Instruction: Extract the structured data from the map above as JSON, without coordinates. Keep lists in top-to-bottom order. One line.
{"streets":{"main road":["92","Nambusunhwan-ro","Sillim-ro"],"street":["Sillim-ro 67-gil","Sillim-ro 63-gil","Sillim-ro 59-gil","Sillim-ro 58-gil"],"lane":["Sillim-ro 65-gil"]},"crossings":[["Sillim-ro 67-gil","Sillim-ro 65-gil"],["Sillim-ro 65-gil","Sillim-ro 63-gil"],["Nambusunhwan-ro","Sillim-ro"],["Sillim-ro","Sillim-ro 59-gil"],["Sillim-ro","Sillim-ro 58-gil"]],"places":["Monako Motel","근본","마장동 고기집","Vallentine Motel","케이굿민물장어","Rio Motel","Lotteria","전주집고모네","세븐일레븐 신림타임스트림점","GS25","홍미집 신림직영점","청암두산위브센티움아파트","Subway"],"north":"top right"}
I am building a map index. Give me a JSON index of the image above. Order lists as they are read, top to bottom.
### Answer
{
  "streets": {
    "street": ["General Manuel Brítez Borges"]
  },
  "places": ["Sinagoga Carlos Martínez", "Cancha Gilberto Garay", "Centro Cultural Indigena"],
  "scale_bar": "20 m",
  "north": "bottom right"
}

= = = =

Required action
Repeat the material above exactly, including every line.

Reply
Instruction: Extract the structured data from the map above as JSON, without coordinates. Keep lists in top-to-bottom order. One line.
{"streets":{"main road":["92","Nambusunhwan-ro","Sillim-ro"],"street":["Sillim-ro 67-gil","Sillim-ro 63-gil","Sillim-ro 59-gil","Sillim-ro 58-gil"],"lane":["Sillim-ro 65-gil"]},"crossings":[["Sillim-ro 67-gil","Sillim-ro 65-gil"],["Sillim-ro 65-gil","Sillim-ro 63-gil"],["Nambusunhwan-ro","Sillim-ro"],["Sillim-ro","Sillim-ro 59-gil"],["Sillim-ro","Sillim-ro 58-gil"]],"places":["Monako Motel","근본","마장동 고기집","Vallentine Motel","케이굿민물장어","Rio Motel","Lotteria","전주집고모네","세븐일레븐 신림타임스트림점","GS25","홍미집 신림직영점","청암두산위브센티움아파트","Subway"],"north":"top right"}
I am building a map index. Give me a JSON index of the image above. Order lists as they are read, top to bottom.
### Answer
{
  "streets": {
    "street": ["General Manuel Brítez Borges"]
  },
  "places": ["Sinagoga Carlos Martínez", "Cancha Gilberto Garay", "Centro Cultural Indigena"],
  "scale_bar": "20 m",
  "north": "bottom right"
}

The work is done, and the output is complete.